And it does go back to what George Clooney’s character does. When companies don’t see much of a profit, they take the easy way out and fire people. George Clooney himself doesn’t like commitment and being tied down, so he just keeps his distance away from other people. That’s one view. But the other view is that you measure your life in terms of distance. OK, George Clooney takes it to the extreme, and it’s a grotesque parody, he measures his life in miles. But you can measure your life in the number of interesting experiences you have. That is also a valid metric.

Wednesday, 17 March 2010

Water girl outed

Something very strange happened the other day. I was looking at somebody’s facebook page when I saw a very familiar face among his list of friends. It was Water Girl! It was a one in a thousand event, something that could only have happened by chance. That guy had 400 friends, and out of those 400 friends, why should that particular person come up?

Well, it turned out that she has a very wide network. Not surprising for somebody who’s

Some of the inferences I made about her seem to be confirmed by the blog.

1. She’s very religious and serious about Christianity. Whatever the reasons are that she turned me down, religion is definitely one of them.
2. She’s quite emotional, and has problems keeping a lid on her emotions.
3. She doesn’t get along well with her father. (I inferred this because I have never seen her outside with her father.) I know she’s not happy with her family.
4. Her gang is the poly people. And the church people.
5. This is also inferred from the blog: I could never be her boyfriend, nor she my girlfriend. We would drive each other nuts because our wavelengths are completely different.
6. She’s an aspiring musician. She told me she wanted to be a singer or a DJ. She’s still interested in that.
7. She’s a water sign. A Scorpio, in fact. I have not named her wrongly. Well I should have gathered. Scorpios are usually physically attractive, even though they may be screwed up.
8. She keeps a lot of things to herself. But she can’t hide that she’s not always happy with life.

She only gave me a short version of her name, and I always wondered if it was her real name. Well, at least I know now that it is her real name. So that’s good.

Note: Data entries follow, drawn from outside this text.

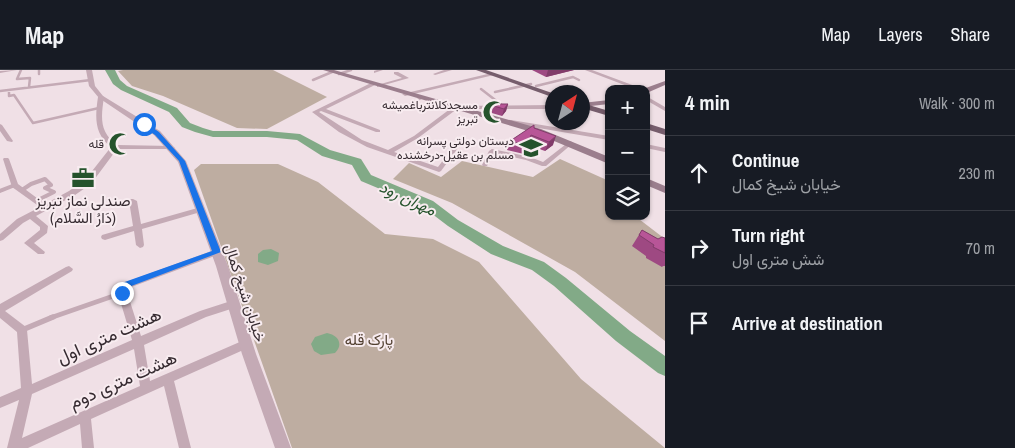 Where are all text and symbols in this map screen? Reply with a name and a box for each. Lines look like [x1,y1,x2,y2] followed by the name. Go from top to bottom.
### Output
[25,19,64,51] text: Map
[822,22,850,47] text: Map
[878,22,923,47] text: Layers
[951,22,990,47] text: Share
[545,85,590,130] north arrow
[605,85,650,220] map controls
[605,85,650,130] button: +
[685,88,730,117] text: 4 min
[919,92,995,114] text: Walk · 300 m
[382,97,478,127] place label: مسجدکلانترباغمیشه تبریز
[481,99,507,125] mosque icon: مسجدکلانترباغمیشه تبریز
[133,113,156,136] route start
[605,130,650,175] button: −
[107,131,133,157] mosque icon: قله
[397,133,514,163] place label: دبستان دولتی پسرانه مسلم بن عقیل-درخشنده
[518,135,544,161] school or university icon: دبستان دولتی پسرانه مسلم بن عقیل-درخشنده
[88,136,104,152] place label: قله
[732,147,800,173] text: Continue
[685,159,713,187] icon: ahead
[959,162,995,184] text: 230 m
[70,165,96,191] office icon: صندلی نماز تبریز (دَارُ السَّلام)
[732,173,841,195] text: خیابان شیخ کمال
[376,175,440,221] water label: مهران رود
[605,175,650,220] button: layers
[35,190,130,228] place label: صندلی نماز تبریز (دَارُ السَّلام)
[732,222,804,248] text: Turn right
[685,234,713,262] icon: right
[966,237,995,259] text: 70 m
[219,241,271,345] street label: خیابان شیخ کمال
[732,248,825,270] text: شش متری اول
[111,282,134,305] route end
[53,301,165,370] street label: هشت متری اول
[685,309,713,337] icon: arrive
[732,310,883,336] text: Arrive at destination
[345,329,393,350] park label: پارک قله
[65,345,181,414] street label: هشت متری دوم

I went to the relevant sections. It was extremely unflattering for me. I now know that she only went out on that date with me in order to tell me not to go after her any more, and that the first date actually went well: she didn’t think I was so bad after all, except that I pressed my case by asking her over SMS if she missed me. That was when she blew her top and decided to make it really plain to me that I shouldn’t be going after her.

She called me a nerd. I got so fed up reading that that it took me 2 hours to get to sleep. When I woke up the next morning, I suddenly remembered that I’m not completely ashamed of being a nerd. But I’m still angry because I know she meant it in a bad way. And I wonder if I should give her a really big surprise the next time I see her. Probably not.

I think about all the times I was racking my head to think of something to say to her, when all the answers were out in the open all this time. (Well except I didn’t know where it was.) But I could have read what was written and stopped wasting my time on her.

Well there was a lot of stuff that I didn’t understand in her blog. Her English was good enough, but a lot of … ‘s and references to “brothers”, “sisters” and her church friends. She’s social and all that, but I don’t really know if her friendships are deep. It’s not for me to judge but maybe they are. But she’s a sheep. I don’t like the church, even more than that, I don’t like the mega-church. And if she’s with one, I couldn’t ever understand what’s up with all that being a sheep. Maybe life is very fair, because I probably am going to read her blog and laugh at her for being so dumb and confused about life, the same way she wrote me off as a nerd.

Probably not going to link to her blog. But I can’t resist reading it now that in it are all the questions that I’ve always wanted to know about her. Well that’s what blogs are for, right? You get to know everything about a guy, stuff he might not tell you, without having to approach him and ask him yourself. Isn’t that right, dear readers?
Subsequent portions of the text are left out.